START SUPPLIED MATERIAL

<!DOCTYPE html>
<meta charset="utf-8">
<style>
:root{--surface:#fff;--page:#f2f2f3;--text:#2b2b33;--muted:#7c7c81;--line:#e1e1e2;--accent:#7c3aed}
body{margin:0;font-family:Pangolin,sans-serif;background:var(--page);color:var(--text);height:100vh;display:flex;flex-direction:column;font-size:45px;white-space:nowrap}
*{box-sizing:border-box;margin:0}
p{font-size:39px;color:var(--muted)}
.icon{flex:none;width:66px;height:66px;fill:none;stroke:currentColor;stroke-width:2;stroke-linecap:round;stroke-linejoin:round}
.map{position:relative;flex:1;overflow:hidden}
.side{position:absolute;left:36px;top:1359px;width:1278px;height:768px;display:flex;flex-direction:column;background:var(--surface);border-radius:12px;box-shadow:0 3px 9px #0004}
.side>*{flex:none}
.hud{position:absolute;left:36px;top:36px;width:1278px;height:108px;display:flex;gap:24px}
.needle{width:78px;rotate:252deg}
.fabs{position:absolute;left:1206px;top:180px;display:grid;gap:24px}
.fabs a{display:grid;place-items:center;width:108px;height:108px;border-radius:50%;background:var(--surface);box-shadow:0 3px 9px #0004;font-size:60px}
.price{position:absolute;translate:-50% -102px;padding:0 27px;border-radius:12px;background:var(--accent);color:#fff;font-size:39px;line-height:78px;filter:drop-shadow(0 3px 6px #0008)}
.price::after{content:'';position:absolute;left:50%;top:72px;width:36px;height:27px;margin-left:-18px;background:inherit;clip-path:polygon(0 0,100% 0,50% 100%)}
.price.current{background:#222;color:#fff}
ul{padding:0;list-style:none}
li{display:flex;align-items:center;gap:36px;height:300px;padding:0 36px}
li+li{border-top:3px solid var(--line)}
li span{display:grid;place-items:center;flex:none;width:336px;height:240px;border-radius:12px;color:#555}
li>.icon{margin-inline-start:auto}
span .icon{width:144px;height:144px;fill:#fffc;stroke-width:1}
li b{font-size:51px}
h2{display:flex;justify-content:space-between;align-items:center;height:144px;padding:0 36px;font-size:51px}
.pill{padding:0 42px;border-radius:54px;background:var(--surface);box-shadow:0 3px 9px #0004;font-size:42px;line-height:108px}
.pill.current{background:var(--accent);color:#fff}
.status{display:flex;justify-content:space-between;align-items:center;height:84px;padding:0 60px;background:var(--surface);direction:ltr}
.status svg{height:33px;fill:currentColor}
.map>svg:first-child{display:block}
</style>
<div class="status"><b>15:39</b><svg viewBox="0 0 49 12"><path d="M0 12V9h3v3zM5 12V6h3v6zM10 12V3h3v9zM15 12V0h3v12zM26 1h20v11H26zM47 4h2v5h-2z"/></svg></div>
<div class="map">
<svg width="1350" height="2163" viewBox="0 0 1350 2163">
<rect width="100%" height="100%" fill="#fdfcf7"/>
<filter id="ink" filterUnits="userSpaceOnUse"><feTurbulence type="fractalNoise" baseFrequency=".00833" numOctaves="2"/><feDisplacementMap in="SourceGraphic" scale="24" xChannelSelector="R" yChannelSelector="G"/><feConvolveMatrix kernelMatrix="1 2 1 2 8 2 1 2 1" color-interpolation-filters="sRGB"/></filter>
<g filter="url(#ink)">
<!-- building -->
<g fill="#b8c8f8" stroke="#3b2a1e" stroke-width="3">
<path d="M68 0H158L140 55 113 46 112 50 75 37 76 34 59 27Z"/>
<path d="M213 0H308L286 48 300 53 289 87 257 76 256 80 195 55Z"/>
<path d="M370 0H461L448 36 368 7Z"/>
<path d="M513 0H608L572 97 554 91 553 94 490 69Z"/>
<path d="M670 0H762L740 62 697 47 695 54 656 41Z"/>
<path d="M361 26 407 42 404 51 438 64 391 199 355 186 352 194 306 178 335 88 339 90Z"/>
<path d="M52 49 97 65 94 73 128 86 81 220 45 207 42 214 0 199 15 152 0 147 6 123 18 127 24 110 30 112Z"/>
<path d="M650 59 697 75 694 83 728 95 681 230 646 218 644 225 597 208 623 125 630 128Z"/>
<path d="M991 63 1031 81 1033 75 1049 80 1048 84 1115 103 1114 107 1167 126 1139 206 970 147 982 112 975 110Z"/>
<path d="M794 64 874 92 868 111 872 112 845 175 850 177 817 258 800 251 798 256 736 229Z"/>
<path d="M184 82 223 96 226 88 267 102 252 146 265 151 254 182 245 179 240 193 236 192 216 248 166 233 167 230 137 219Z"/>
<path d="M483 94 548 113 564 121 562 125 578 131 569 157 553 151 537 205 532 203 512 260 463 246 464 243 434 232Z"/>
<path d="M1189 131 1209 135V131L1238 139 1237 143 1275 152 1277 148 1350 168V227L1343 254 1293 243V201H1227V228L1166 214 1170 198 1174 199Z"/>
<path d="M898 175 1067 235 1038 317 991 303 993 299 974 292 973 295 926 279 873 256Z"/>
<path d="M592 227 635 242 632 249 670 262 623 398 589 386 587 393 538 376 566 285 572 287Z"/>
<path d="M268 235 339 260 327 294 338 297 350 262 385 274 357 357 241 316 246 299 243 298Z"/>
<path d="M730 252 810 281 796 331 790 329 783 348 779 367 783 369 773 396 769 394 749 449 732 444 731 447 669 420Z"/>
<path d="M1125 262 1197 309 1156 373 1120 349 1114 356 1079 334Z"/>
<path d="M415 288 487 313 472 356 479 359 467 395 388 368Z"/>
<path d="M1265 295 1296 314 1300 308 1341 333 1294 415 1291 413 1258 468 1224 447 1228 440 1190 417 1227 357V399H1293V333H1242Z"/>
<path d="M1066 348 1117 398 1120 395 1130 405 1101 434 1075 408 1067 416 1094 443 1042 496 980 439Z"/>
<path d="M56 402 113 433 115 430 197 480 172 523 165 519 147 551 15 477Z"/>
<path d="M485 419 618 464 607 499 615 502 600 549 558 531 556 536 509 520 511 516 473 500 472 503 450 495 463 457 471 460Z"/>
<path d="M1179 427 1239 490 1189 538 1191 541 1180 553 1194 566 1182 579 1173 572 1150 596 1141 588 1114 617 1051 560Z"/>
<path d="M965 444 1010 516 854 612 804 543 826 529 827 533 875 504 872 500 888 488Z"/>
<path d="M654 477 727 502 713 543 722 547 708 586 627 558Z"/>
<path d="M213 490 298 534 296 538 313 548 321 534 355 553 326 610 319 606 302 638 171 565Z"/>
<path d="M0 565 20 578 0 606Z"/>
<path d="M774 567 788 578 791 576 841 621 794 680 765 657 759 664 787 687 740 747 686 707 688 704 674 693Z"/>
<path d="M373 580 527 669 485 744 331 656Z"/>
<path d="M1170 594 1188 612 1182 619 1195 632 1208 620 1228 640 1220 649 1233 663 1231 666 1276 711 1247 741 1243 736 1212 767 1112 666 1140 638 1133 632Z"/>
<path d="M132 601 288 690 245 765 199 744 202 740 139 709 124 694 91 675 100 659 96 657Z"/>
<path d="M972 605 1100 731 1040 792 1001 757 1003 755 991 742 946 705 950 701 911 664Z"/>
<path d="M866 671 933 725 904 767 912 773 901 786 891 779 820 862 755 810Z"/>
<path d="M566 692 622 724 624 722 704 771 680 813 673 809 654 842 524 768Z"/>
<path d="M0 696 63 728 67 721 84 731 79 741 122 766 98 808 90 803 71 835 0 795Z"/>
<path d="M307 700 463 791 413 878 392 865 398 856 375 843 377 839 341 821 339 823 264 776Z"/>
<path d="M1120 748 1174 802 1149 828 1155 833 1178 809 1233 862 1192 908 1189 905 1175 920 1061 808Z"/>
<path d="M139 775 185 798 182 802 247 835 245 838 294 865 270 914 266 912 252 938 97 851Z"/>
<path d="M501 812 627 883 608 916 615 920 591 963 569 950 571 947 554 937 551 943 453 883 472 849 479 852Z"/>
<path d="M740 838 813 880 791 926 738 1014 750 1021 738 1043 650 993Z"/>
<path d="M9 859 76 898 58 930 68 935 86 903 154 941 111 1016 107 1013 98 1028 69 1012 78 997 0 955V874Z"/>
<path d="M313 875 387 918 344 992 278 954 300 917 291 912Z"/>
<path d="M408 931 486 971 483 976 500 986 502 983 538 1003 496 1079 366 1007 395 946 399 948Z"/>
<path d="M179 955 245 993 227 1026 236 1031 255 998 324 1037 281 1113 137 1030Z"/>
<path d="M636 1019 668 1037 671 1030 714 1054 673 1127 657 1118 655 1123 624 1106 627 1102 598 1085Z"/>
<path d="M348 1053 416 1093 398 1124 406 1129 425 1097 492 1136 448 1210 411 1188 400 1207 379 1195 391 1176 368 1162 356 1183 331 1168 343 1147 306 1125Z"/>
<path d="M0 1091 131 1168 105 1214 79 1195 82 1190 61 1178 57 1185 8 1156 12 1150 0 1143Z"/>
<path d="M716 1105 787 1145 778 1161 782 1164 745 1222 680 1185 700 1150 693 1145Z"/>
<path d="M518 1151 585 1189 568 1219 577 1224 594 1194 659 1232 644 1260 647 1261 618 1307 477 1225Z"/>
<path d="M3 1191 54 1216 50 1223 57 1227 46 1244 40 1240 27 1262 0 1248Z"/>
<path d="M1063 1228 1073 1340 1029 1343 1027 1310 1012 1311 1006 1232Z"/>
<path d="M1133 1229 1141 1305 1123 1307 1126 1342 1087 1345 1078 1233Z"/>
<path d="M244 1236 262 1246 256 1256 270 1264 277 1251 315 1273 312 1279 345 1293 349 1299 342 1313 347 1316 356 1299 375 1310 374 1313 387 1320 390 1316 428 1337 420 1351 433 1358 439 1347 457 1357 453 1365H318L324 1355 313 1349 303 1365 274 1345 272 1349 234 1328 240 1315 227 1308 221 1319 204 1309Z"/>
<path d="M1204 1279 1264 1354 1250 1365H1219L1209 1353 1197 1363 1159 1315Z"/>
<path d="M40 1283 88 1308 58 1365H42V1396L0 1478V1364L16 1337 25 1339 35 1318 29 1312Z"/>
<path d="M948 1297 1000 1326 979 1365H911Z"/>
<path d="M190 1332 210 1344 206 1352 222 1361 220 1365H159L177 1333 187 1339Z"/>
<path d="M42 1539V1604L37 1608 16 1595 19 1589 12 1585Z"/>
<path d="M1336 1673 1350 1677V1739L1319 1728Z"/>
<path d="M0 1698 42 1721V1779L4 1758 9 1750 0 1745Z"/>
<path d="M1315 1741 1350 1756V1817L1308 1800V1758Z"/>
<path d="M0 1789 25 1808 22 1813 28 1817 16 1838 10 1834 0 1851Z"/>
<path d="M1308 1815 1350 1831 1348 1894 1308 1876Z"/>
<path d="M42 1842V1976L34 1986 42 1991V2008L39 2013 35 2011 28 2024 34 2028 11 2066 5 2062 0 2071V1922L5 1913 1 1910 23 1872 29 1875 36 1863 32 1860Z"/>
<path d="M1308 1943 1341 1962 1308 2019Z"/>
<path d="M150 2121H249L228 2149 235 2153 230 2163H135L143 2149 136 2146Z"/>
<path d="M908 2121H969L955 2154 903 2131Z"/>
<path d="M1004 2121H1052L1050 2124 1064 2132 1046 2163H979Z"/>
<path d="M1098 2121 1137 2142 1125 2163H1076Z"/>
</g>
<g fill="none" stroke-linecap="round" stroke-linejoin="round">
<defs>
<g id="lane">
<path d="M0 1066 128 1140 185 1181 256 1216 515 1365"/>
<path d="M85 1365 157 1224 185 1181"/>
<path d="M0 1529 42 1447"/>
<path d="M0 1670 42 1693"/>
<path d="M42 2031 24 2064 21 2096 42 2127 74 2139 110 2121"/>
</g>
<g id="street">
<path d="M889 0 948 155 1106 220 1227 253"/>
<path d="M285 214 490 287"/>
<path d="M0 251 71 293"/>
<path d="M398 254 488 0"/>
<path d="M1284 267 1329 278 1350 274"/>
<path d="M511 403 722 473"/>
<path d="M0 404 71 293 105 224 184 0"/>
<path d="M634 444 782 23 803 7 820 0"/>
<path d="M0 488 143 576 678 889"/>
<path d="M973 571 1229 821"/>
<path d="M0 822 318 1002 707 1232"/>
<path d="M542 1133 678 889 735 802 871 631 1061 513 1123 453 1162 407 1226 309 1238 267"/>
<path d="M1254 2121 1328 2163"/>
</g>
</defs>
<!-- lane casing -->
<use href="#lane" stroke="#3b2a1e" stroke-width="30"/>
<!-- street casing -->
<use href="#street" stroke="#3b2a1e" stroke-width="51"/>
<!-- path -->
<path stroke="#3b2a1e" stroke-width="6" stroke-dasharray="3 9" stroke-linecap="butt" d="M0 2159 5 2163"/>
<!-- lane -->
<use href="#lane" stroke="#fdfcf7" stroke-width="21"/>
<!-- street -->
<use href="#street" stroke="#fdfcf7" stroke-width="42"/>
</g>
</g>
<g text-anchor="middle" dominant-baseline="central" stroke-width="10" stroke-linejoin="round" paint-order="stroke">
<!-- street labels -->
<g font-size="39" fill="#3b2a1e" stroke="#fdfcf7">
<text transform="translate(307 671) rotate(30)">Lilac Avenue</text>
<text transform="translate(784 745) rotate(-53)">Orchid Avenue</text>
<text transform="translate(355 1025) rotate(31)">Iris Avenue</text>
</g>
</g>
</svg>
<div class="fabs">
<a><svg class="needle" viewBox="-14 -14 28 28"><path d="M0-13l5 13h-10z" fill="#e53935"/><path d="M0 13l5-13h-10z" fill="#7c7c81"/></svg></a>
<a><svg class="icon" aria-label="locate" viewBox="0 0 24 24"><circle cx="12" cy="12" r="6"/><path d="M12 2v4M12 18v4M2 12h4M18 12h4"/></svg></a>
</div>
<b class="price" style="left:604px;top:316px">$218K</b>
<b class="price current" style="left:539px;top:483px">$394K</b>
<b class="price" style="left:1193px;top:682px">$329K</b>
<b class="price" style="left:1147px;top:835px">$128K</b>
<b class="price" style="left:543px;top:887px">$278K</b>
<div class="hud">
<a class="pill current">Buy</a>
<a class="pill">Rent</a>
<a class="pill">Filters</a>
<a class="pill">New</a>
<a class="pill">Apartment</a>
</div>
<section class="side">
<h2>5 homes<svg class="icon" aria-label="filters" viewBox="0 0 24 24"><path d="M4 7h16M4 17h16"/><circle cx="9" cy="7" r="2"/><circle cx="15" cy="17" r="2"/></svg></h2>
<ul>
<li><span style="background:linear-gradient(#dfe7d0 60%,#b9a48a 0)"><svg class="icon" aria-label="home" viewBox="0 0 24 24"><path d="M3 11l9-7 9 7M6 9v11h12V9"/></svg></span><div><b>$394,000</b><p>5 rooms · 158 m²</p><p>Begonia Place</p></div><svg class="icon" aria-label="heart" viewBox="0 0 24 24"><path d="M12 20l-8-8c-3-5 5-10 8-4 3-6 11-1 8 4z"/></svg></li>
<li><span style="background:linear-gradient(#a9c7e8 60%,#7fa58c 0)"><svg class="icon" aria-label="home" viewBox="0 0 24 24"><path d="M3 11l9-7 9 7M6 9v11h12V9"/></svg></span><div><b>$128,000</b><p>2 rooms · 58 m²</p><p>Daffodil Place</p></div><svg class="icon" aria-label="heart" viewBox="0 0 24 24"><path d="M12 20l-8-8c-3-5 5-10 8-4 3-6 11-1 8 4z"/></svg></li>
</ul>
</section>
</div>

END SUPPLIED MATERIAL

**WHAT TO DO**
Show, from the material above, each line that includes the string "currentColor".

**RESPONSE**
.icon{flex:none;width:66px;height:66px;fill:none;stroke:currentColor;stroke-width:2;stroke-linecap:round;stroke-linejoin:round}
.status svg{height:33px;fill:currentColor}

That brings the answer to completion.